> [Work to complete]
Please copy out each line of the entries in which "overflow" appears.

--- Source data ---

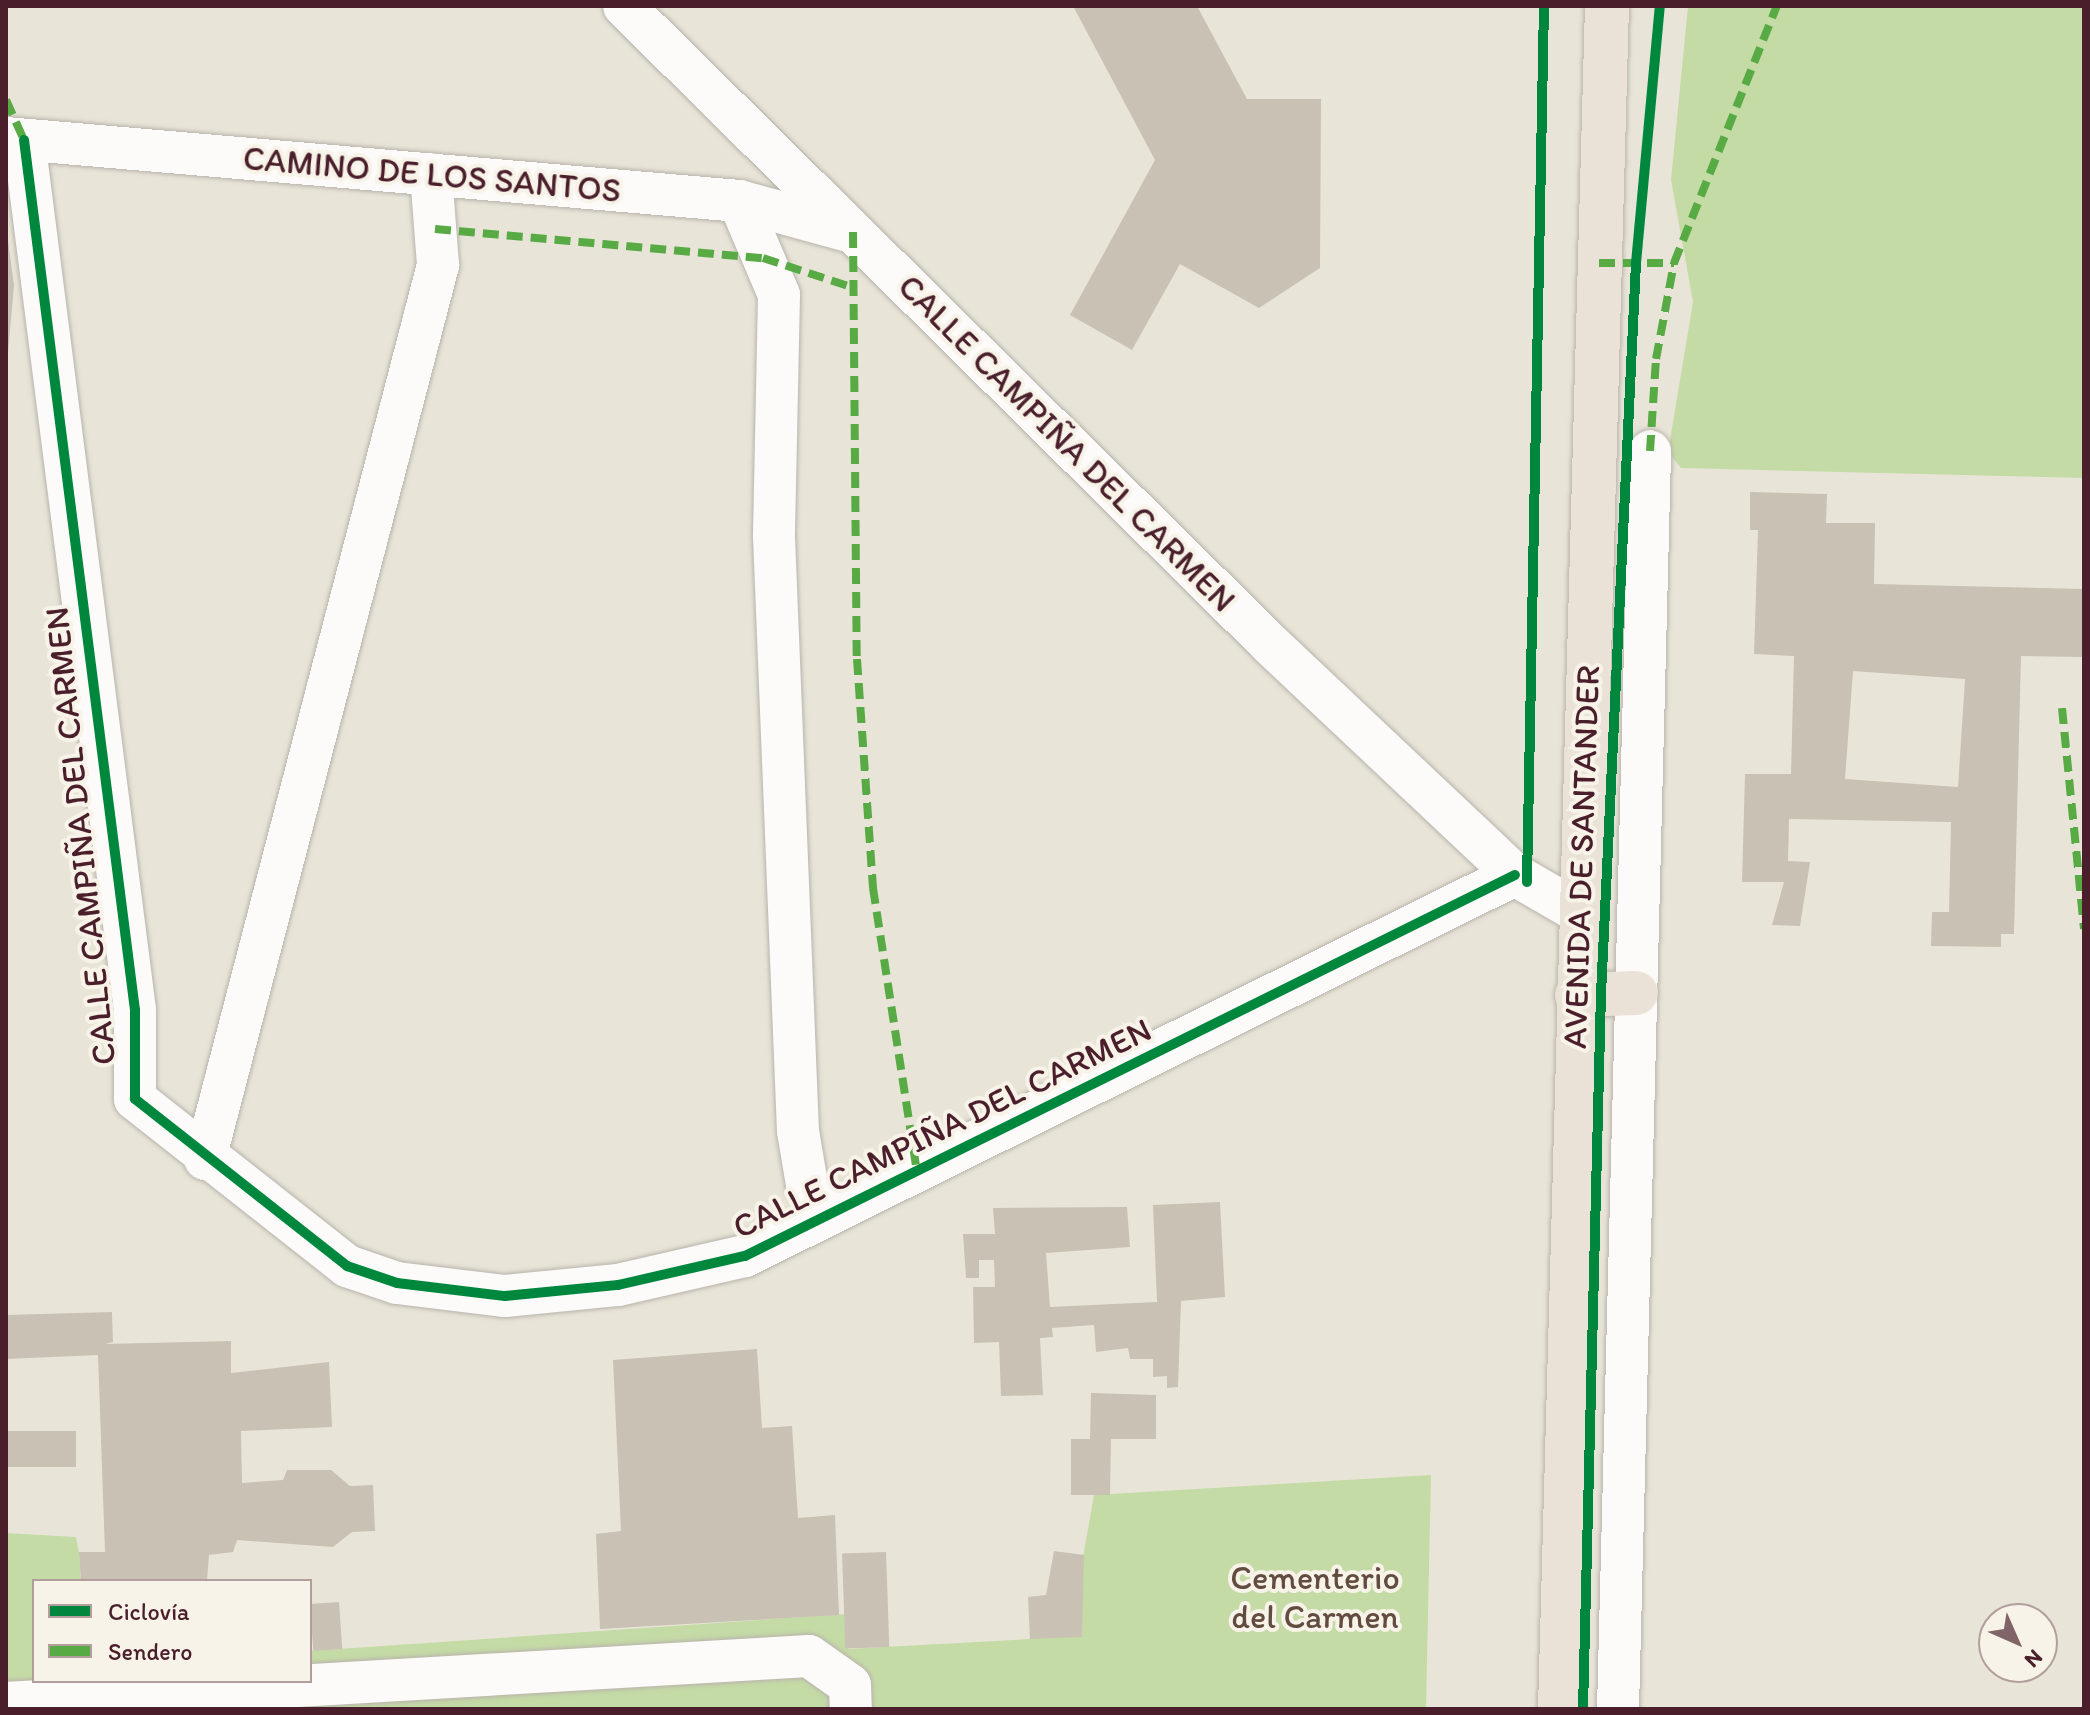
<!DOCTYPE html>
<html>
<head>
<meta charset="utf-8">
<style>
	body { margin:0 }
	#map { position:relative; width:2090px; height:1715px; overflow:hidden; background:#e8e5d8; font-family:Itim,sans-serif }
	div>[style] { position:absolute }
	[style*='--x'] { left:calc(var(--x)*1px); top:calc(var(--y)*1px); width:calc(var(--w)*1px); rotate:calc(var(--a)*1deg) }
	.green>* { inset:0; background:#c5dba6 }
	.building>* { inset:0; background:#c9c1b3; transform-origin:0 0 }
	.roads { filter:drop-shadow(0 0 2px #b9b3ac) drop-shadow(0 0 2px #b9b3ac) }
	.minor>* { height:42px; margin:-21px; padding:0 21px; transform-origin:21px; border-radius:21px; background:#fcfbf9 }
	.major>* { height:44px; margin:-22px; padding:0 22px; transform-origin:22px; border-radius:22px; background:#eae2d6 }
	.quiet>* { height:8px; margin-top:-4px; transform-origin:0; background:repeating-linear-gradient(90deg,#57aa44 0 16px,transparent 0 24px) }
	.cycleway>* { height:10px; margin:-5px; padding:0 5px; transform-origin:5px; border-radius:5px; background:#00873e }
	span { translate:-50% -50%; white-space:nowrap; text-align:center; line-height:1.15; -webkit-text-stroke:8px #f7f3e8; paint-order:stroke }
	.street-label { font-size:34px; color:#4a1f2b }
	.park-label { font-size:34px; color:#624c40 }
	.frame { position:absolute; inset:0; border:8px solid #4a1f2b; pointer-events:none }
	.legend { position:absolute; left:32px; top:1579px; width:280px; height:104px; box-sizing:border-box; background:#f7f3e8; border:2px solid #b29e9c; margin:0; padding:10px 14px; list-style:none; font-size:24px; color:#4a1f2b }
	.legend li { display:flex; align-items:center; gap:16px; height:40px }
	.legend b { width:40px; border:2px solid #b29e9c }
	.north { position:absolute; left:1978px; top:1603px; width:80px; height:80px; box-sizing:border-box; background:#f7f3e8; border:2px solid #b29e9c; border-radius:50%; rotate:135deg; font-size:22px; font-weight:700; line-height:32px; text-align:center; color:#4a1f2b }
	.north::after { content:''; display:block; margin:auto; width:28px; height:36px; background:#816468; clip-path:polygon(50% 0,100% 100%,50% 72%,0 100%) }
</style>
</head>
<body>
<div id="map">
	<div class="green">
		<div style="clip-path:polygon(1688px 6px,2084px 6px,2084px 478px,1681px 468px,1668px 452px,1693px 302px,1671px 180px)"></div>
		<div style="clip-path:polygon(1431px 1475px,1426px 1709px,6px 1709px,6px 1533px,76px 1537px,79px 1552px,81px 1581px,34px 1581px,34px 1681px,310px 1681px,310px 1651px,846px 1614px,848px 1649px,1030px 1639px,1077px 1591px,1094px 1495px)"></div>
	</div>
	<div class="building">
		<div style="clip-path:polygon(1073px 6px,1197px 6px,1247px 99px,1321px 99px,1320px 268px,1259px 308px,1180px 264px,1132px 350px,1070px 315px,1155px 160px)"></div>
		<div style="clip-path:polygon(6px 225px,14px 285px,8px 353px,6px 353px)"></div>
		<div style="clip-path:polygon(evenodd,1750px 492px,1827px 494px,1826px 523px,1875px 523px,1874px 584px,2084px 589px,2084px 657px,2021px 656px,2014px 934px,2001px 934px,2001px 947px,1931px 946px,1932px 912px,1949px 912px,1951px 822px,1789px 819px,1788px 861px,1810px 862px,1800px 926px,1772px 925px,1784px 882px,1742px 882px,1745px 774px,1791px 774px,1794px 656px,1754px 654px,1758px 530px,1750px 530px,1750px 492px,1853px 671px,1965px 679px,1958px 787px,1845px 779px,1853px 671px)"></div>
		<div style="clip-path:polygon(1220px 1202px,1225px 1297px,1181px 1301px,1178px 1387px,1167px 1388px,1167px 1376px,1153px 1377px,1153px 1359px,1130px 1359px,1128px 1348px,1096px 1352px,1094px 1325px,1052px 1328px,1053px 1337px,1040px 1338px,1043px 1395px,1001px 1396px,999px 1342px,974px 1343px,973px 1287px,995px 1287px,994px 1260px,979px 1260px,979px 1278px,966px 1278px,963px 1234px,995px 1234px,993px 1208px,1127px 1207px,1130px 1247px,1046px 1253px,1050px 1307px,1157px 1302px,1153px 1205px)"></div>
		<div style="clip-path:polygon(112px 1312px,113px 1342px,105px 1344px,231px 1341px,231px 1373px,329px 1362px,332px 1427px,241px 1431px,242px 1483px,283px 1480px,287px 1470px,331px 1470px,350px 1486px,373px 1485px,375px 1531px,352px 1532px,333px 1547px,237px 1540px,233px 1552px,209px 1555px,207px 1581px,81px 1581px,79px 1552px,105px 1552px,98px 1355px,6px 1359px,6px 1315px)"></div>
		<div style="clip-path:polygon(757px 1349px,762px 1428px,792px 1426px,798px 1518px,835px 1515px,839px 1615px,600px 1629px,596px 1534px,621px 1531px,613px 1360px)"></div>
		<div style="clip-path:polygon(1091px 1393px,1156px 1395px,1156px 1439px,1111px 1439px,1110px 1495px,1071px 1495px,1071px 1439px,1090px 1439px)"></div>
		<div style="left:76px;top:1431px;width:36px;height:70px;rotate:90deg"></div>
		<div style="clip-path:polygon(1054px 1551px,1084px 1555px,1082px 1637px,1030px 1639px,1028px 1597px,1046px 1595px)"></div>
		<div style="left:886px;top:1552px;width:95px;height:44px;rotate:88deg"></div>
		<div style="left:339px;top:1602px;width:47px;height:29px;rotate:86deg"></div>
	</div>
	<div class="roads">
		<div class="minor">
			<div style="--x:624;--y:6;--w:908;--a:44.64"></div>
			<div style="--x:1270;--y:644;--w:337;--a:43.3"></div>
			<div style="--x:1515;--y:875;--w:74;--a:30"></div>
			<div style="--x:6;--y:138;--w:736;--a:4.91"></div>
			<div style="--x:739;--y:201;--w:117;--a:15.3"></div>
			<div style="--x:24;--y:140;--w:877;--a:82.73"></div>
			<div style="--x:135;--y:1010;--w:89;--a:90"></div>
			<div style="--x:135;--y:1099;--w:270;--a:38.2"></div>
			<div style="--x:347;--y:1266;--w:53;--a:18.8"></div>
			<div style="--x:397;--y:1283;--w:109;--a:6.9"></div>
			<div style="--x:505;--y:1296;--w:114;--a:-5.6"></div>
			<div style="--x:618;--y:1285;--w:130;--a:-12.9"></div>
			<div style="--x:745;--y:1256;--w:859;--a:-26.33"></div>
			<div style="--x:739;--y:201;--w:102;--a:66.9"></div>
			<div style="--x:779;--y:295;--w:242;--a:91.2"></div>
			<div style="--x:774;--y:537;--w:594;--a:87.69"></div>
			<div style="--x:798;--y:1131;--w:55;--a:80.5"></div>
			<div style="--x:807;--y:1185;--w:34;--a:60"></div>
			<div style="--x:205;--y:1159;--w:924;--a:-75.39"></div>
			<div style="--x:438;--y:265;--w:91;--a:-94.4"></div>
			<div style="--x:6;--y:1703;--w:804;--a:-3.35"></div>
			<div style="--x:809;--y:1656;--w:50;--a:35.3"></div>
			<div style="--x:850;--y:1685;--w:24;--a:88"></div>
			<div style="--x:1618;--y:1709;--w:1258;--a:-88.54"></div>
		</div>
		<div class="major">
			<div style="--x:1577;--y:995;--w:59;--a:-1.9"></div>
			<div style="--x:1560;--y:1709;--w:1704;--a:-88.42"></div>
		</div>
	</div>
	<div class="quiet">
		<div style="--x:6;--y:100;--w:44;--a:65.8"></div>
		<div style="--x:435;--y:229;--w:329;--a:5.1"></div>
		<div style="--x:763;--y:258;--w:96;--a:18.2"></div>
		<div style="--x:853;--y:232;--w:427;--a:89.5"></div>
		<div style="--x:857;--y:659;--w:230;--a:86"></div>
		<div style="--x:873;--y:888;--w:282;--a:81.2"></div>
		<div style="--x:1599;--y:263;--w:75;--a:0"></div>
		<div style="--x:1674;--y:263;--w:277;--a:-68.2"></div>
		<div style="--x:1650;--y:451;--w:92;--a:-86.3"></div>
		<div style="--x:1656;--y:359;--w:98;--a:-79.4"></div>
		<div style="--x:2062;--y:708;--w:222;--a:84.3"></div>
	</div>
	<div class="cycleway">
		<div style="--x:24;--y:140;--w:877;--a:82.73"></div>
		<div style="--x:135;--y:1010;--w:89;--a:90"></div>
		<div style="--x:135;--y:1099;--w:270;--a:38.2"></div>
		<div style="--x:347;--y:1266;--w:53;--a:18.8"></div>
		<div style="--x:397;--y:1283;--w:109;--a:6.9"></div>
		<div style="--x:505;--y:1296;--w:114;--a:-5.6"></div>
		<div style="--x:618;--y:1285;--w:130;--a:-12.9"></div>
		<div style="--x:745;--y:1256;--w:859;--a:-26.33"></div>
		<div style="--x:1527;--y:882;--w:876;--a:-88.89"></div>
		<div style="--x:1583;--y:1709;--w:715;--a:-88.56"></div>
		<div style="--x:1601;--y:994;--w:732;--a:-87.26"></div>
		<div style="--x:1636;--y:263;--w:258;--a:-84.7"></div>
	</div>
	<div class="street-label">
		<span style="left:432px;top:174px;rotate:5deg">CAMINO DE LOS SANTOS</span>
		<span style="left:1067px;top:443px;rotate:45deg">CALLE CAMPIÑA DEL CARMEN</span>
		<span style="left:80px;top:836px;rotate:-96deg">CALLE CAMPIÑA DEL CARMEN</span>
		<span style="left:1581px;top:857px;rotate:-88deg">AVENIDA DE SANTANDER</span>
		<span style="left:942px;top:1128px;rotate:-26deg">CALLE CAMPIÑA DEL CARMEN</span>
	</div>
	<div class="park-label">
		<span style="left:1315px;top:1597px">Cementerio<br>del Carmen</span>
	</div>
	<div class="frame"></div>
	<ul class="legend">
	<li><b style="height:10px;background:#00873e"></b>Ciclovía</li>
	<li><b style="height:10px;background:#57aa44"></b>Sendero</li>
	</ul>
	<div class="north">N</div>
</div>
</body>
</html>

---
--- Source data ---

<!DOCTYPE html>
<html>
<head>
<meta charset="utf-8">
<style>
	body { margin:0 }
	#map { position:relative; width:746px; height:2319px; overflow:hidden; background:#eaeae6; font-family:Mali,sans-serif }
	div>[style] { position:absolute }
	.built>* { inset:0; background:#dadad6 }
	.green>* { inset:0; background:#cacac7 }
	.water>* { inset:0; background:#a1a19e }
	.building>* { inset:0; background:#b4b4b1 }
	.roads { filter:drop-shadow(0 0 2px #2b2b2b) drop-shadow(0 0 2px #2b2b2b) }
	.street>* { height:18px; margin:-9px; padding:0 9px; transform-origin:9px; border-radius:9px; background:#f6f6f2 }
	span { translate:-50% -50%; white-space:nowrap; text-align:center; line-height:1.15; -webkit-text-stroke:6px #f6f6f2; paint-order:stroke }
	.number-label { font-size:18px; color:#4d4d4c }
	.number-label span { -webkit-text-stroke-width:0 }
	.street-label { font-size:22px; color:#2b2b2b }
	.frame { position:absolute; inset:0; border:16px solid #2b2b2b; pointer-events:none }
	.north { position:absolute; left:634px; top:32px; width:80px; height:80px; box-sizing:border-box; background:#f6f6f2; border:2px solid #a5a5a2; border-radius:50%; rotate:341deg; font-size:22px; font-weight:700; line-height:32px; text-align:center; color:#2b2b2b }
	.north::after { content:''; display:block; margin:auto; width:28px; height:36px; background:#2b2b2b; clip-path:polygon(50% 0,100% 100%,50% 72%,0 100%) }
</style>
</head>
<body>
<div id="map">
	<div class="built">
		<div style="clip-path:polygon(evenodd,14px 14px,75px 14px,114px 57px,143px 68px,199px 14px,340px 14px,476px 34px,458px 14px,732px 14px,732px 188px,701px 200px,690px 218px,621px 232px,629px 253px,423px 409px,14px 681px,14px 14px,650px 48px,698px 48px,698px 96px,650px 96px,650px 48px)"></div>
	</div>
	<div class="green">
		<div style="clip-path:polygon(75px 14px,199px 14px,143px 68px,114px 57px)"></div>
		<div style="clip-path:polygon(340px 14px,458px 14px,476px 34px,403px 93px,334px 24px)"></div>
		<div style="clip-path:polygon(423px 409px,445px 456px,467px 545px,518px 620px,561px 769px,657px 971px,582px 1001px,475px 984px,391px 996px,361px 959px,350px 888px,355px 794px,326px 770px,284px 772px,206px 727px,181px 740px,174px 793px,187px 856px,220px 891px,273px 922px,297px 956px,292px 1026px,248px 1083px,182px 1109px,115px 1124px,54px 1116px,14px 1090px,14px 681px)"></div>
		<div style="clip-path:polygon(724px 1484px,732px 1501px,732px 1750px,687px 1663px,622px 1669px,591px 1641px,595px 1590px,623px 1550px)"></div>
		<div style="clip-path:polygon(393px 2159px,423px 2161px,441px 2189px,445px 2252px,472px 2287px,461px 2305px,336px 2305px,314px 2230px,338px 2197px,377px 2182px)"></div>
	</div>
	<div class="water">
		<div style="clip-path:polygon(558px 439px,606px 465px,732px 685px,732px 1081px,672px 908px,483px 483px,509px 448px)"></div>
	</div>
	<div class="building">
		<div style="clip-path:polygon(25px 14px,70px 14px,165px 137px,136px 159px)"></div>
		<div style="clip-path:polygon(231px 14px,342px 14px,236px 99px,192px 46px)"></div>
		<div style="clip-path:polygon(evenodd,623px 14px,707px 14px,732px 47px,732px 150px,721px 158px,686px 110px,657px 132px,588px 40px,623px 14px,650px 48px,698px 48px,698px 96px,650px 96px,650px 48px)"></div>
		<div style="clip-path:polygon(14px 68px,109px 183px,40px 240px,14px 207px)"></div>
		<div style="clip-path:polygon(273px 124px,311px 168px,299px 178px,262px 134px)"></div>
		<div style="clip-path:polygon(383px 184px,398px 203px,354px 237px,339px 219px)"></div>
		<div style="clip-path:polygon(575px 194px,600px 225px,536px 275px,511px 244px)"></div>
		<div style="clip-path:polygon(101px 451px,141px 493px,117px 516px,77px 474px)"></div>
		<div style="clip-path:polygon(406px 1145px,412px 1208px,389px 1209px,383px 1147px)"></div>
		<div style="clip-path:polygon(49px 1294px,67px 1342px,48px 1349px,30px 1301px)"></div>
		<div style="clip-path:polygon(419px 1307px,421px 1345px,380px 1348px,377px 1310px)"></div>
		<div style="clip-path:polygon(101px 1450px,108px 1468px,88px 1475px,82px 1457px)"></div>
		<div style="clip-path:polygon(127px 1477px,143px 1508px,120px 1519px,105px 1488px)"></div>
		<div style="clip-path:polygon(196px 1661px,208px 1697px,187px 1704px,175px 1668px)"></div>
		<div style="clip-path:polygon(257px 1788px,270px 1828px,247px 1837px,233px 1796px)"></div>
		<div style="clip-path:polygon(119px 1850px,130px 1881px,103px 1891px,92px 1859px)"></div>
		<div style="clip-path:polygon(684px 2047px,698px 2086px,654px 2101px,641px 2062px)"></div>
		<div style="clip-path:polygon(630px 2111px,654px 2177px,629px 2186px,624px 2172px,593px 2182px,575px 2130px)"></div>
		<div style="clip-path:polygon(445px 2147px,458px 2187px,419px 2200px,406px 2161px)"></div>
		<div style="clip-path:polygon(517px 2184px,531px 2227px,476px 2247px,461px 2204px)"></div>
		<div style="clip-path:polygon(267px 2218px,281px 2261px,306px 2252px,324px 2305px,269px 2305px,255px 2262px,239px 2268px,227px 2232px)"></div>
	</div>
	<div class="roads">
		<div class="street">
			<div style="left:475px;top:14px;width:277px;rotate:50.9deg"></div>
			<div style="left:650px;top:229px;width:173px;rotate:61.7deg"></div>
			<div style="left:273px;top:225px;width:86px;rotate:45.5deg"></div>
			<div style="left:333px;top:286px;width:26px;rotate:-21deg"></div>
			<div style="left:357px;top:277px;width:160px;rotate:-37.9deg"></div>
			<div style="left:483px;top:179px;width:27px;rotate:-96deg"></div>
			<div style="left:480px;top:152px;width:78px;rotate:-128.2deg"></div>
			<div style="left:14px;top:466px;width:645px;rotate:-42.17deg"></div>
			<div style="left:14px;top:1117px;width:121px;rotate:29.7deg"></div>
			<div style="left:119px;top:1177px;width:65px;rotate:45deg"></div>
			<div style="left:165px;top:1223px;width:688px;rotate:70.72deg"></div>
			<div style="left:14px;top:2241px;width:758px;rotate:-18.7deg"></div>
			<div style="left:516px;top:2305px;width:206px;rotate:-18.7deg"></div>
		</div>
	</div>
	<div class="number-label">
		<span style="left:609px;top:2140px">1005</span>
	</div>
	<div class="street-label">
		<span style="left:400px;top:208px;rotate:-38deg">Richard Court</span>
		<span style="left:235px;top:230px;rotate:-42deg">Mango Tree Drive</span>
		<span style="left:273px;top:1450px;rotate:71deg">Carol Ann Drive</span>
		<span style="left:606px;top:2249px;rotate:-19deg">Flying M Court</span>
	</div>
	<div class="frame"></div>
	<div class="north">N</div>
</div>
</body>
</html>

---

> [Written reply]
	#map { position:relative; width:2090px; height:1715px; overflow:hidden; background:#e8e5d8; font-family:Itim,sans-serif }
	#map { position:relative; width:746px; height:2319px; overflow:hidden; background:#eaeae6; font-family:Mali,sans-serif }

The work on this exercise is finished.